Task item | Go through the entries and say how many lines contain the string "linejoin". The number is the whole answer.

Data |
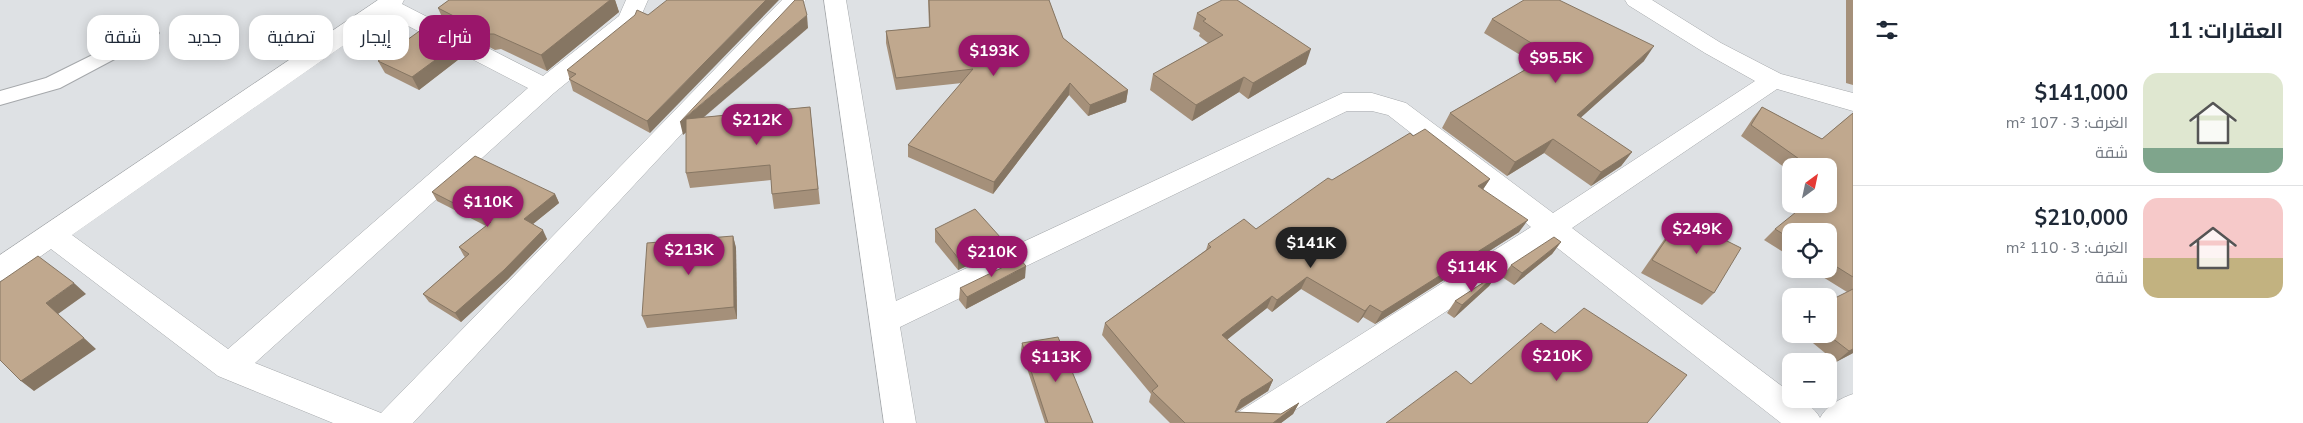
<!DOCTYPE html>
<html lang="ar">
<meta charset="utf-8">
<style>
body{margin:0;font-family:"Nunito Sans",Cairo,sans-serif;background:#f6f6f7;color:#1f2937;direction:rtl;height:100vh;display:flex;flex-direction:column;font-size:19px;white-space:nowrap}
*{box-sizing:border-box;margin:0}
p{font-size:16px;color:#747a83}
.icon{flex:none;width:28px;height:28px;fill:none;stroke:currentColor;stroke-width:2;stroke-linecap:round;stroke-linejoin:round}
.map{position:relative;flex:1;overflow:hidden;direction:ltr}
.sheet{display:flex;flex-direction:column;background:#fff;width:450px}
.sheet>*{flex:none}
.top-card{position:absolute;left:15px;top:15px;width:475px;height:45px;direction:rtl;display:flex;gap:10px}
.needle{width:32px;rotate:33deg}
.tools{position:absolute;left:1782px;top:158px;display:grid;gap:10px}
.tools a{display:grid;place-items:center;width:55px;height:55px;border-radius:10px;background:#fff;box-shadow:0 2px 12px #0003;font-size:25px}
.price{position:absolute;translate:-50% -42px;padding:0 11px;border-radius:18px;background:#9a166b;color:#fff;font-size:16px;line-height:32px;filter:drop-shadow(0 1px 2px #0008)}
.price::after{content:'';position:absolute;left:50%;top:30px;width:15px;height:11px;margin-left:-8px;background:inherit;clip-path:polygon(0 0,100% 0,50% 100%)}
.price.selected{background:#222;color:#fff}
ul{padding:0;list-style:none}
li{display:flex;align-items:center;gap:15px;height:125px;padding:0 20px}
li+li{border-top:1px solid #e0e1e3}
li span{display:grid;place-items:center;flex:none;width:140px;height:100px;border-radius:15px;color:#555}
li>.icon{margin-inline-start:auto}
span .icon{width:60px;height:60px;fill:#fffc;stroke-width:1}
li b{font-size:21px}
h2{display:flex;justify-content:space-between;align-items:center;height:60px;padding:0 20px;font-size:21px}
.chip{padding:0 18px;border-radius:15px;background:#fff;box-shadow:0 2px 12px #0003;font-size:18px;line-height:45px}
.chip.selected{background:#9a166b;color:#fff}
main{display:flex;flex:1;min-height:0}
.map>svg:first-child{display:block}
</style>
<main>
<section class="sheet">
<h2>العقارات: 11<svg class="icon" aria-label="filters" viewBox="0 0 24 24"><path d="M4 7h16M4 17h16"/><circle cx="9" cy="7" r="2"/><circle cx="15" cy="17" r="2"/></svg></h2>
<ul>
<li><span style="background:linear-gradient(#dfe7d0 75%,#7fa58c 0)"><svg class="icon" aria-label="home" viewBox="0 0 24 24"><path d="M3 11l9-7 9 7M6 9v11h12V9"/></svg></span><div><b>$141,000</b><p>الغرف: 3 · 107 m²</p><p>شقة</p></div></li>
<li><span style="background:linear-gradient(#f6c9c9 60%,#c2b280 0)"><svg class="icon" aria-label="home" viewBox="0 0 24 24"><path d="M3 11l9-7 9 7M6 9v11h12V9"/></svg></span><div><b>$210,000</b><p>الغرف: 3 · 110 m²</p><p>شقة</p></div></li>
</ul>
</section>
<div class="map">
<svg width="1853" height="423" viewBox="0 0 1853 423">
<rect width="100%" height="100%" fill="#dee1e4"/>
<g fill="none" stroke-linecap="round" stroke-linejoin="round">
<defs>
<path id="service" d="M 149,27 L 156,29 L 159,33 L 156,37 L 60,88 L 0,105 L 0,91 L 46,78 Z"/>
<g id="minor">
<path d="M 378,0 L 404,0 L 402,4 L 543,76 L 619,16 L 626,0 L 648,0 L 637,25 L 554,93 L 255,363 L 381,413 L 782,0 L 806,0 L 413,423 L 333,423 L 218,376 L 51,249 L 10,278 L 0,281 L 0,255 ZM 387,15 L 528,88 L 228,349 L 72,235 Z"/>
<path d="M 824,0 L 846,0 L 896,301 L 1343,93 L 1372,93 L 1406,103 L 1553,213 L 1755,81 L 1705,53 L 1628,5 L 1625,0 L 1652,0 L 1721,43 L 1781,74 L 1853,93 L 1853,111 L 1777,89 L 1572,228 L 1791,393 L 1791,399 C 1802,399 1815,408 1820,418 C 1826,406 1841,398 1853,394 L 1853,423 L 1781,423 L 1551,243 L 1275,423 L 1232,423 L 1237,413 L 1531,227 L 1388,115 L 1372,111 L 1347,111 L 900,327 L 916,423 L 884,423 Z"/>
</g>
</defs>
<use href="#service" stroke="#a5a8ab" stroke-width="2"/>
<use href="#minor" stroke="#a5a8ab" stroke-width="1"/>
<use href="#service" fill="#fff" fill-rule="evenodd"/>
<use href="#minor" fill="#fff" fill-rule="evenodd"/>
</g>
<g fill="#a5907a">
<path d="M 449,0 L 615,0 L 619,12 L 547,71 L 501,49 L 495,50 L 445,24 L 438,8 Z"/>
<path d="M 928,0 L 1049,0 L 1063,38 L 1128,90 L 1126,102 L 1088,116 L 1069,95 L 993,194 L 908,157 L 908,145 L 962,83 L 896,90 L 886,43 L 886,31 L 929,27 Z"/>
<path d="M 1846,0 L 1853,0 L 1853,85 L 1846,83 Z"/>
<path d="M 1197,13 L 1306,64 L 1248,99 L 1239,92 L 1192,121 L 1150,90 L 1153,74 L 1208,43 L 1199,36 L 1200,33 L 1193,29 Z"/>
<path d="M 648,15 L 650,133 L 573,91 L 567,70 Z"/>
<path d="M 1492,19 L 1644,61 L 1580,118 L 1632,152 L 1621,166 L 1591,186 L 1544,153 L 1507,176 L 1442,128 L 1450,113 L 1535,64 L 1484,33 Z"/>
<path d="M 808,28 L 704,117 L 810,107 L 820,204 L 774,209 L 772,194 L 771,180 L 690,188 L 686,173 L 686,132 L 683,135 Z"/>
<path d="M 457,44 L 463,56 L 419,90 L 385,73 L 378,61 Z"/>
<path d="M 1762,107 L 1822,139 L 1853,113 L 1853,353 L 1836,362 L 1802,334 L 1829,334 L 1847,292 L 1810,269 L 1829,269 L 1829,231 L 1791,231 L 1791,257 L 1764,240 L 1775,229 L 1829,204 L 1829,166 L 1791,166 L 1791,172 L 1741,136 L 1753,118 Z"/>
<path d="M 1490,179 L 1483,189 L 1519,232 L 1375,324 L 1363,317 L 1358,323 L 1301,289 L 1272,312 L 1267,308 L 1227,339 L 1273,380 L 1268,391 L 1236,412 L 1281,414 L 1299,403 L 1293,414 L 1281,423 L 1170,423 L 1149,402 L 1151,394 L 1102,335 L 1105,323 L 1206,250 L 1208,244 L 1256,229 L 1332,180 Z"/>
<path d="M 432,192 L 555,194 L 559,203 L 533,224 L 547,239 L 508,279 L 461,322 L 429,302 L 423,294 L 465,257 L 464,256 L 459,247 L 486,226 L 437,201 Z"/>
<path d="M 1681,218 L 1714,293 L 1702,305 L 1641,273 L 1670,231 Z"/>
<path d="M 935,229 L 1000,251 L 958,270 L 935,242 Z"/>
<path d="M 733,236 L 736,248 L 737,319 L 647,328 L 642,316 Z"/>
<path d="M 1561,242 L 1552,254 L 1514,285 L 1502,277 L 1511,265 Z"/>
<path d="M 1498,273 L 1489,286 L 1454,318 L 1447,313 L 1455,301 Z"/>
<path d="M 1025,278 L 966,309 L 959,300 L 960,288 Z"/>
<path d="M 1022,343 L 1093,423 L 1045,423 L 1021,350 Z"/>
</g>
<g fill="#867663">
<path d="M 610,0 L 615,0 L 619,12 L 547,71 L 541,55 Z"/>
<path d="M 766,0 L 779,0 L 650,133 L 647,121 Z"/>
<path d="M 807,15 L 808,28 L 683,135 L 680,122 Z"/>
<path d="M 457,44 L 463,56 L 419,90 L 412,77 Z"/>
<path d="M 1654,46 L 1644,61 L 1567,130 L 1577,115 Z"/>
<path d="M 1311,49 L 1306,64 L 1248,99 L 1253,83 Z"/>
<path d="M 1244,77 L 1239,92 L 1192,121 L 1196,105 Z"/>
<path d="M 1070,83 L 1069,95 L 993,194 L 994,182 Z"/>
<path d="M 1128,90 L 1126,102 L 1088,116 L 1090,105 Z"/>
<path d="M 1553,139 L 1544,153 L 1507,176 L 1515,162 Z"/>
<path d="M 1632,152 L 1621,166 L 1591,186 L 1601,172 Z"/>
<path d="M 1490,179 L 1482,191 L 1478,186 Z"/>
<path d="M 555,194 L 559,203 L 528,228 L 524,219 Z"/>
<path d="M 1528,220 L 1519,232 L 1375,324 L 1382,312 Z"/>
<path d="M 543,230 L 547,239 L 508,279 L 461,322 L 455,313 Z"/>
<path d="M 733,236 L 736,248 L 737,319 L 734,307 Z"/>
<path d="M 1001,238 L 1000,251 L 958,270 L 958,258 Z"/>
<path d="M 1561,242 L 1552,254 L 1514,285 L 1522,273 Z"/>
<path d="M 1026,266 L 1025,278 L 966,309 L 967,297 Z"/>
<path d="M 1498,273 L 1489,286 L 1454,318 L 1462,305 Z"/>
<path d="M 1307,277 L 1301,289 L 1272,312 L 1277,300 Z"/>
<path d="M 74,283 L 86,294 L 58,314 L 96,349 L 34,391 L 21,381 L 46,303 Z"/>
<path d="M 1272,296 L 1267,308 L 1218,347 L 1222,335 Z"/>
<path d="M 1370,305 L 1363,317 L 1358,323 L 1365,311 Z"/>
<path d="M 1853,349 L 1853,353 L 1836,362 L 1849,351 Z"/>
<path d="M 1273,380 L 1268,391 L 1236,411 L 1230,423 L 1241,400 Z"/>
<path d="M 1299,403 L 1293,414 L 1281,423 L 1273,423 Z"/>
</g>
<g fill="#c0a88e" stroke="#867663">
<path d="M 449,0 L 610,0 L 541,55 L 494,34 L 489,34 L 438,8 Z"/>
<path d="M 667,0 L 766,0 L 647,121 L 569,79 L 576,74 L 567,70 L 635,15 L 637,10 L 648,15 Z"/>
<path d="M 795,0 L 803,0 L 807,15 L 680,122 Z"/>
<path d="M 929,0 L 1049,0 L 1063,38 L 1128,90 L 1090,105 L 1070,83 L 994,182 L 908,145 L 973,69 L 896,78 L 886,31 L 930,27 Z"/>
<path d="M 1222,0 L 1237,0 L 1311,49 L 1253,83 L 1244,77 L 1196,105 L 1153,74 L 1223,35 L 1203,21 L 1206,19 L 1197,13 Z"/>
<path d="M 1524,0 L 1559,0 L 1654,46 L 1577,115 L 1632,152 L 1601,172 L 1553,139 L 1515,162 L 1450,113 L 1551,55 L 1492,19 Z"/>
<path d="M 425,27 L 457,44 L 412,77 L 378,61 Z"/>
<path d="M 810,107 L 818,189 L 772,194 L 770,165 L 686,173 L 686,119 Z"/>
<path d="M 1762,107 L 1822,139 L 1853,113 L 1853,277 L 1829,262 L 1829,231 L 1791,231 L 1791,239 L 1775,229 L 1806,204 L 1829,204 L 1829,186 L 1832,183 L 1829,180 L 1829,166 L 1809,166 L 1751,125 Z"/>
<path d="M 1425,129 L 1490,179 L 1478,186 L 1528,220 L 1382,312 L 1370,305 L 1365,311 L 1307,277 L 1277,300 L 1272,296 L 1222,335 L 1273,380 L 1241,400 L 1235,412 L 1281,414 L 1299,403 L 1273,423 L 1185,423 L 1152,391 L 1158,386 L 1105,323 L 1211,247 L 1208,244 L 1244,219 L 1256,229 L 1328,178 L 1332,180 L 1410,133 L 1413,136 Z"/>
<path d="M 475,156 L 555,194 L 524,219 L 543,230 L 504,270 L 455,313 L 423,294 L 469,254 L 459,247 L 491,222 L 432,192 Z"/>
<path d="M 975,209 L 1001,238 L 958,258 L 935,229 Z"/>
<path d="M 1681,218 L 1741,248 L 1714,293 L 1652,260 Z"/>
<path d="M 733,236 L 734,307 L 642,316 L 647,243 Z"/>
<path d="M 1554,237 L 1561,242 L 1522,273 L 1511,265 Z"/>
<path d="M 38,256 L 74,283 L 46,303 L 84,338 L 21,381 L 0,360 L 0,282 Z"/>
<path d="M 1020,259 L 1026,266 L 967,297 L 960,288 Z"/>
<path d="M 1498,273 L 1462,305 L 1455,301 Z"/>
<path d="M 1853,289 L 1853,349 L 1849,351 L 1827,334 L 1829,334 L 1829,301 Z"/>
<path d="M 1584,308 L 1687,375 L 1647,423 L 1386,423 L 1456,371 L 1471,384 L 1541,323 L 1555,333 Z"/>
<path d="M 1058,337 L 1093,423 L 1048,423 L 1022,343 Z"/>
</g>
</svg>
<div class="tools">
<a><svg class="needle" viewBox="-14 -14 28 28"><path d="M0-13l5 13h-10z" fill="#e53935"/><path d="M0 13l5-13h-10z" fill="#747a83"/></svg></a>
<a><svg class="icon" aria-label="locate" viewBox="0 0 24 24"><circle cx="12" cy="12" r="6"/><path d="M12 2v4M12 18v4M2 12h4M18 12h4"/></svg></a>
<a>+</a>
<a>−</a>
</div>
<b class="price" style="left:994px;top:77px">$193K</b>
<b class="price" style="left:1556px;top:84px">$95.5K</b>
<b class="price" style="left:757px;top:146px">$212K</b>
<b class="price" style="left:488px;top:228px">$110K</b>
<b class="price" style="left:1697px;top:255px">$249K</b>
<b class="price selected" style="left:1311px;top:269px">$141K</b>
<b class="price" style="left:689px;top:276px">$213K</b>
<b class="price" style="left:992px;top:278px">$210K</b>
<b class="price" style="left:1472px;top:293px">$114K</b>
<b class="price" style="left:1557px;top:382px">$210K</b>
<b class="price" style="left:1056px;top:383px">$113K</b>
<div class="top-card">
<a class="chip selected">شراء</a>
<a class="chip">إيجار</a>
<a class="chip">تصفية</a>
<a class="chip">جديد</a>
<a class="chip">شقة</a>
</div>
</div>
</main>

Task result | 2